Thursday, December 3, 2009

More about friendship

Had lunch with my friend Jim last week.

He was my high school English teacher. He is thirty years older than I. His birthday is either today or tomorrow. (I always forget.)

He was my teacher for three years in high school. We did not start off well. He likes to remind me that he thought I was pretty horrible until our class read “The Importance of Being Earnest” and I took the part of Lady Bracknell. (“Prism!”)

Somehow, we became fast friends. He took me to Wilkes Bashford, where I drank Campari while he tried on suits. (Yes, I was still in high school. It was the seventies. Things were different.) I cut P.E. so that I could hang out in the English office with him during his free period. Sometimes he would write the gym teacher (another of his close friends) a note: “Dear Miss Bertolosso, Please excuse Gina from P.E. today. She has a paper to finish.” (After giving me a withering stare, Miss Bertolosso would silently turn away. I think she was secretly glad I would not be in her class, in which, to put it mildly, I did not excel.) We would sit at his desk and gossip.

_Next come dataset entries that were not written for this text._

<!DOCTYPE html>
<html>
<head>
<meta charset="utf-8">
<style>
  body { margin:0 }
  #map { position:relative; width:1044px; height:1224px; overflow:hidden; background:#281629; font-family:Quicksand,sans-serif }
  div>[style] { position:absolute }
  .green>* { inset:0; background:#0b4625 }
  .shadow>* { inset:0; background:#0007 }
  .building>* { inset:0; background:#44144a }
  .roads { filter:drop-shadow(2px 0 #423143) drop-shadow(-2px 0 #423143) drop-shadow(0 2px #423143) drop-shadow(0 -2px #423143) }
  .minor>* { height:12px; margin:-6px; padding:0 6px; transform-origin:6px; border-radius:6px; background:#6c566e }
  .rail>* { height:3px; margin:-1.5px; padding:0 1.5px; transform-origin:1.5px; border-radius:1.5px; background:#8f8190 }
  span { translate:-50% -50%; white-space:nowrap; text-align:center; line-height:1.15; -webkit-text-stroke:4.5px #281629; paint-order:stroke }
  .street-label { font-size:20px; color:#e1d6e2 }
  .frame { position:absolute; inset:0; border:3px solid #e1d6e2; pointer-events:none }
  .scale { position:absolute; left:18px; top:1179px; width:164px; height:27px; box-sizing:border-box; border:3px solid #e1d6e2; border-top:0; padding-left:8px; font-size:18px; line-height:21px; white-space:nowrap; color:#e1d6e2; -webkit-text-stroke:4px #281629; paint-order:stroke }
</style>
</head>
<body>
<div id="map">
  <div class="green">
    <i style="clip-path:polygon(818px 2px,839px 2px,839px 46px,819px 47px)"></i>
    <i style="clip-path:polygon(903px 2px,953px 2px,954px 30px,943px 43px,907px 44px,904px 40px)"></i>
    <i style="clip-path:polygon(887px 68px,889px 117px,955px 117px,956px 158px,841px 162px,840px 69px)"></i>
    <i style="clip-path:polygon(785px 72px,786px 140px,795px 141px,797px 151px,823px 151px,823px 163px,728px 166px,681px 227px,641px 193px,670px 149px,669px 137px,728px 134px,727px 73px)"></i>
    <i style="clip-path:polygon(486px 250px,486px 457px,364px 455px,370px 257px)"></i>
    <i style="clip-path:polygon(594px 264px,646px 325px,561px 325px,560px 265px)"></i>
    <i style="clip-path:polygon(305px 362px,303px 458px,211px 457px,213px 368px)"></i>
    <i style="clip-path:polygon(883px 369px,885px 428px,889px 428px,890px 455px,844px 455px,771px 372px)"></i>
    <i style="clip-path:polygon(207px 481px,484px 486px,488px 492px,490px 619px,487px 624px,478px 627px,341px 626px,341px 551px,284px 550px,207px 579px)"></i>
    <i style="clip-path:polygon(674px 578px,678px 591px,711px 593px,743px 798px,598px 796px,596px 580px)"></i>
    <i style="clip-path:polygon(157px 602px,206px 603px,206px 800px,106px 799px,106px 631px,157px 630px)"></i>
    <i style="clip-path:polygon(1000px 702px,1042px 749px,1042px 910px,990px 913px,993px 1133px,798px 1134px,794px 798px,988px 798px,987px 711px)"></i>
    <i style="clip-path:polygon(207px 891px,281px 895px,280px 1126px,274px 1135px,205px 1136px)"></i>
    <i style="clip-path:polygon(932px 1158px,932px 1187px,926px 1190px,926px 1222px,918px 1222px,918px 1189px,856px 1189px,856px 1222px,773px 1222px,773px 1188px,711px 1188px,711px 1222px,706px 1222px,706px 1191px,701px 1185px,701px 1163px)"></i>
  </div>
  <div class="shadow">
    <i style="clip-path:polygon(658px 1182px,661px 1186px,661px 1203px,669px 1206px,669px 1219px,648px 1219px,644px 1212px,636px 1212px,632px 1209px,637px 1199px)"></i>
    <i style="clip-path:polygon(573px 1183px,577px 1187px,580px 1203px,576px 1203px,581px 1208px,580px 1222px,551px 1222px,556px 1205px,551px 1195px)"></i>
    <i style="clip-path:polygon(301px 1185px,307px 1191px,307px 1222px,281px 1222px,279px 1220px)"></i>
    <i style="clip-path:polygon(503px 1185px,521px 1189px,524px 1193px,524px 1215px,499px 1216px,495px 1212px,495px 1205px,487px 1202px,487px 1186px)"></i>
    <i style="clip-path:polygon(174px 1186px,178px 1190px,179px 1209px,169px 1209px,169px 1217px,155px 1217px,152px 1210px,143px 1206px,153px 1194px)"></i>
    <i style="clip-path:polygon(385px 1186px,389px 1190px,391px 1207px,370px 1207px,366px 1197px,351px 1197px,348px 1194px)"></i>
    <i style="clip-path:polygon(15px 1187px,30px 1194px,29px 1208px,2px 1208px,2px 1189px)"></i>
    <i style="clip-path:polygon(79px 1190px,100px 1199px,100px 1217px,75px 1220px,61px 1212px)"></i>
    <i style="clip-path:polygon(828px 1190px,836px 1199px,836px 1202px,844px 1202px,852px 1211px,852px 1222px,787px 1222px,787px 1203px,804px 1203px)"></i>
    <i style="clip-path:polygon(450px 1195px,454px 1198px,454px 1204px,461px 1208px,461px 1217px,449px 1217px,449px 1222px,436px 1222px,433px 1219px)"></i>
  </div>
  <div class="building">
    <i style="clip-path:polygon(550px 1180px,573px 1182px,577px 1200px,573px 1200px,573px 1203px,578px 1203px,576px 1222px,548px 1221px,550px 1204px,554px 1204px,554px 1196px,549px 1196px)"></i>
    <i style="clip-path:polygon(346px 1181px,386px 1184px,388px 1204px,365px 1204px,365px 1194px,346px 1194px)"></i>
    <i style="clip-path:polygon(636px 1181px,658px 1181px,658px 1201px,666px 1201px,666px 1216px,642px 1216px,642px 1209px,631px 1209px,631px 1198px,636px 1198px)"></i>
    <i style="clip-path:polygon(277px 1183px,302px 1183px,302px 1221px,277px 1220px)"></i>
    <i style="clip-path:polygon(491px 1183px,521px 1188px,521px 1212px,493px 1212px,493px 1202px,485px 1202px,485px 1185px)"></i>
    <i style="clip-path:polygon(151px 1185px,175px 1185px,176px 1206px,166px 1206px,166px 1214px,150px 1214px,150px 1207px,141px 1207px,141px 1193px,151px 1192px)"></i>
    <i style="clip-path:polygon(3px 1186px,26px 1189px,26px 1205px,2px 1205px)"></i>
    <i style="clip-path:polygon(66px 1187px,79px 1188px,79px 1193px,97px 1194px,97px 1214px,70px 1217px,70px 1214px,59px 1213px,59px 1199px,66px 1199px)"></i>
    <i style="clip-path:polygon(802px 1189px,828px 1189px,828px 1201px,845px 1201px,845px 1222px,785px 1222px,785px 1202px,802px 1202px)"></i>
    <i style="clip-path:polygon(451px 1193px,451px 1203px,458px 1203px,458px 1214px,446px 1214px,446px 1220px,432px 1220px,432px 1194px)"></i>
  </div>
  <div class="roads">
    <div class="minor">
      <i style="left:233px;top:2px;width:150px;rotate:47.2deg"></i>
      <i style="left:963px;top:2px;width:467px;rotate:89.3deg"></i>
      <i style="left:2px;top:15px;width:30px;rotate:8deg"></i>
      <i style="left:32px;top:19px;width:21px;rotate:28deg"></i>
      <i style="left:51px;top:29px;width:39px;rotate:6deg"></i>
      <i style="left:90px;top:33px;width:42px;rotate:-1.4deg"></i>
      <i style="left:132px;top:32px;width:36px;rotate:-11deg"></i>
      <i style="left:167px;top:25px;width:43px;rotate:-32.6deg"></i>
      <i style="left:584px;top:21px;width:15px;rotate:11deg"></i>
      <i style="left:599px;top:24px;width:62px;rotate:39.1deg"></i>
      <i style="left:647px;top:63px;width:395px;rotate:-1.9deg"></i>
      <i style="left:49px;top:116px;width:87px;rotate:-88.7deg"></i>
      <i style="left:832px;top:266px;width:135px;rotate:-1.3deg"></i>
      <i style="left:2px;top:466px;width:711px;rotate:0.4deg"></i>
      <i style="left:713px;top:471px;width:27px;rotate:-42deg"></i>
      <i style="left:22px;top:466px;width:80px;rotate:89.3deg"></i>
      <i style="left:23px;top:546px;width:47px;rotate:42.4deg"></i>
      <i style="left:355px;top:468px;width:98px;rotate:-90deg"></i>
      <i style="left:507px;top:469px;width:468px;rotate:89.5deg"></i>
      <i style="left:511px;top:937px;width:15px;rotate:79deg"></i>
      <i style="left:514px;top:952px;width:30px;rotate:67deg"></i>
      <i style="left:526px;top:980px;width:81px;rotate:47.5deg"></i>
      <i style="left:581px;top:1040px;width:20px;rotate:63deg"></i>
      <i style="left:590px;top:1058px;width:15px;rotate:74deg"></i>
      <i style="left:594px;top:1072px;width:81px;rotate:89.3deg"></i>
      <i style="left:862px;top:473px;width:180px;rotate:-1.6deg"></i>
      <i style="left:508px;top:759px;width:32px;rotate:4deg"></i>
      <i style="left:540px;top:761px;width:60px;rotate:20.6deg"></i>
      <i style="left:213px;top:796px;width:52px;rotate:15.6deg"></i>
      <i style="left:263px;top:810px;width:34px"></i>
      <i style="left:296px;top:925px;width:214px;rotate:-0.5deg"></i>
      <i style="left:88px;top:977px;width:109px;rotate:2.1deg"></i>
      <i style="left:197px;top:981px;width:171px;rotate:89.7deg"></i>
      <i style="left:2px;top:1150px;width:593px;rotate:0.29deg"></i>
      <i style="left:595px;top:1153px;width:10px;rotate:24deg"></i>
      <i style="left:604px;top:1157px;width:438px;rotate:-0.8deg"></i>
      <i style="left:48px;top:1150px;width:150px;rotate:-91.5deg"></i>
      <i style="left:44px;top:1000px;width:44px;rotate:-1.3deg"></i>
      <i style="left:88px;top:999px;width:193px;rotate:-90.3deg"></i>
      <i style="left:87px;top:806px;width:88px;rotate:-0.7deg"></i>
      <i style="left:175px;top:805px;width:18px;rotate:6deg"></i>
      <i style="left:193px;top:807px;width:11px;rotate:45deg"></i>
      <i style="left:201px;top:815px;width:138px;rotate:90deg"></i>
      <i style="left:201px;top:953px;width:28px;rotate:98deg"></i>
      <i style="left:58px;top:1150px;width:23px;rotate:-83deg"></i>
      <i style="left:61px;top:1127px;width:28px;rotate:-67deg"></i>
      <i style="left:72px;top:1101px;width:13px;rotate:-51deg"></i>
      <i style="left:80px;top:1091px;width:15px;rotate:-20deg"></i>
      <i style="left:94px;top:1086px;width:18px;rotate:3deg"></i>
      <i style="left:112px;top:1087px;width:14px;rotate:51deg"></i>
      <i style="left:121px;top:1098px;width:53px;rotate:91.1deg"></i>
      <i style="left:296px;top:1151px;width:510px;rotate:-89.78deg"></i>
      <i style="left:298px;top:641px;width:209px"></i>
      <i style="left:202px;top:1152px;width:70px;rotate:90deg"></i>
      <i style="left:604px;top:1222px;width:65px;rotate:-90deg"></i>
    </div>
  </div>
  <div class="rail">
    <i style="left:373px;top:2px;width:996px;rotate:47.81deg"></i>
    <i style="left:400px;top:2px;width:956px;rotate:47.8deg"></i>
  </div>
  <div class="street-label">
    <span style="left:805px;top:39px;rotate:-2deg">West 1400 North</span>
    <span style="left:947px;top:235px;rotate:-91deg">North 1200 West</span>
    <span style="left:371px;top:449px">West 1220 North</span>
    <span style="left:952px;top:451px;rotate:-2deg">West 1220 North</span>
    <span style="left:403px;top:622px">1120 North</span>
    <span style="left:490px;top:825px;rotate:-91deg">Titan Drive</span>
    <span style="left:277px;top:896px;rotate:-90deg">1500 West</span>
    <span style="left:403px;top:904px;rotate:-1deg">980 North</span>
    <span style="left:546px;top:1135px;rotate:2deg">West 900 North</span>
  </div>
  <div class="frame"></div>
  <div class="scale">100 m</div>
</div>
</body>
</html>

Lest there be any wondering: This was a platonic friendship pure and simple. Always. Neither of us had the slightest interest in the other sexually.

I went across the country to college, but Jim and I remained close. During the summers when I was home, I worked in a store he owned and “housesat” at his apartment when he went out of town. (He recently reminded me that I watered a plastic houseplant for three weeks without realizing what I was doing.) We wrote letters, talked on the phone. He came to my father’s funeral, after which we went outside and smoked cigarettes with my much-older and –adored cousin, also Jim. Inside, I was dying, but the Jims made me feel as though I would survive, that the world would still be there when I could manage to enjoy it again.

He traveled across the country to attend my wedding. He arranged for my husband and me to rent an apartment next door to his when I returned to Berkeley for graduate school. As his neighbor, I went to countless dinner parties at his house, where we snuck away to the kitchen and gossiped about the other guests. We forged a new tradition: I hung out with him on Thanksgiving morning while he cooked. We would drink Negronis and laugh ourselves sick.

He loved my children. He loves most children, but he especially loved mine. When my daughter was born, he made me seven gourmet meals, to be unfrozen on successive days. I cried when we ate the last one.

Now he lives in Connecticut, but he visits California once or twice a year. We always manage to get together for lunch or dinner at least once. We don’t drink the way we used to (and God knows we no longer smoke), but we still gossip. There is always a sense of the utter magic of it: how the two of us came together when it seemed as though we shouldn’t.

“This friendship—we’ve been good friends a long time,” he said in the car as I dropped him off last week. It was uncharacteristically sentimental of him to say so.

It is a wonderful mystery, as maybe all friendships are.


  1. Loved this edition. Very much. Josh

  2. This is a wonderful wonderful post, Gina.


  3. You know, I love reading all your posts...I reread this today when I read today's post and I was struck by two non-related facts: One, It is amazing and humbling as a teacher what impact we have, and Two, I am actually horrified to find out that I wasn't smart enough to get out of gym class with Ms. B. :) Lisa Anne

    That last bit and the jean size thing pretty much did me in!

  4. I am still laughing from the line about your watering the plastic plants for three weeks. Such love in this post, Miss Gina, such love. Thank you.